調べていくうちに成績表に隠されいた『人間的評価』について知ったこと。
そしてわざと悪いことを繰り返して、ここまでたどり着いたこと。
私が説明している間中、佳苗ちゃんは口を半分開けて目は大きく見開いたまま固まっていました。
「驚いた。まさか自分から進んでここに来る子がおるなんてなぁ」
佳苗ちゃんはそう言うとマジマジと私の顔を見つめました。
なんだかくすぐったい気分になって目をそらすと、壁に引っ掻いたような傷跡が沢山あることに気が付きました。
「ねぇ、この傷はなに?」
「あぁ、それな。たぶん前にこの部屋を使こうてた子がつけた傷や。ここにおったら曜日感覚がなくなってくるから、一日ひとつ傷をつけとったんちゃうかな」
「そうなんだ」
その傷を視線で追いかけていくと300以上はあったので、すぐに数えることをやめました。
「それで? その友達ってなんて名前なん?」
「穂波。小田穂波っていう子なの。知ってる?」
「小田穂波……ごめん、私は知らんかも」
「1年ここにいて知らないってことは、穂波はここにはいないってことかな?」
私の質問に佳苗ちゃんは左右に首を振りました。
「ううん。そうとちゃうよ。ここの仕事は班ごとに別れているから、何年いても顔を合わさへん子も沢山いるんよ」
「そうなんだ……」
仕事で言う班とは、きっとクラス内の班とは全く違うものなのでしょう。
顔を合わさないということは、クラス分けとも違って、もっともっと遠い存在なのかもしれないと思いました。
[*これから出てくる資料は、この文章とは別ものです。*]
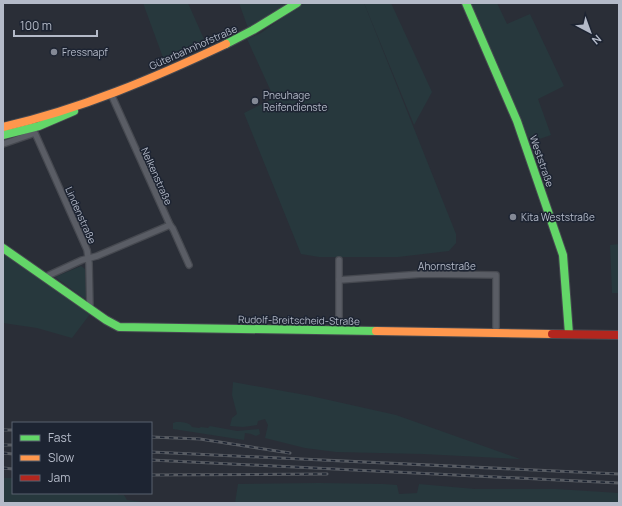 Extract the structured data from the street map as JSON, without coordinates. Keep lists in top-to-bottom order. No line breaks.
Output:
{"streets":{"street":["Güterbahnhofstraße","Weststraße","Nelkenstraße","Lindenstraße","Ahornstraße","Rudolf-Breitscheid-Straße"]},"crossings":[["Güterbahnhofstraße","Nelkenstraße"],["Weststraße","Rudolf-Breitscheid-Straße"],["Lindenstraße","Rudolf-Breitscheid-Straße"],["Ahornstraße","Rudolf-Breitscheid-Straße"]],"places":["Fressnapf","Pneuhage Reifendienste","Kita Weststraße"],"legend":["Fast","Slow","Jam"],"scale_bar":"100 m","north":"bottom right"}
そんな中から穂波を探し出すことができるのかどうか、さっそく不安になったときでした。
部屋にノック音が聞こえてきてドアが開いたのです。
ドアの向こうに立っていたのは背の高い女性で、反射的に公園の外を歩いていた人だと思いました。
この時はマスクも帽子も外していたので、すぐに女性だとわかりました。
「起きてたか。仕事内容を説明する」
女の人は無表情で私を一瞥して、部屋に入ってきました。
狭い部屋に大人の人がひとり入ってくるともうスペースはありません。
私と佳苗ちゃんは部屋の奥で身を小さくして話を聞く体勢になりました。
「これがこの現場の地図だ」
女性はそう言うと画用紙を広げました。
古ぼけた画用紙には地図のようなものが書かれています。
「ここが作業班Aの現場。主に男が力仕事をしている。お前は作業班Cで穴から石や砂を引っ張り上げる作業をしてもらう」
「やった。私と同じやで」
佳苗ちゃんが嬉しそうに耳打ちしてきました。
でも、石や砂を引っ張り上げる作業だって十分力仕事のはずです。
その職場では、それが軽作業にあたるみたいです。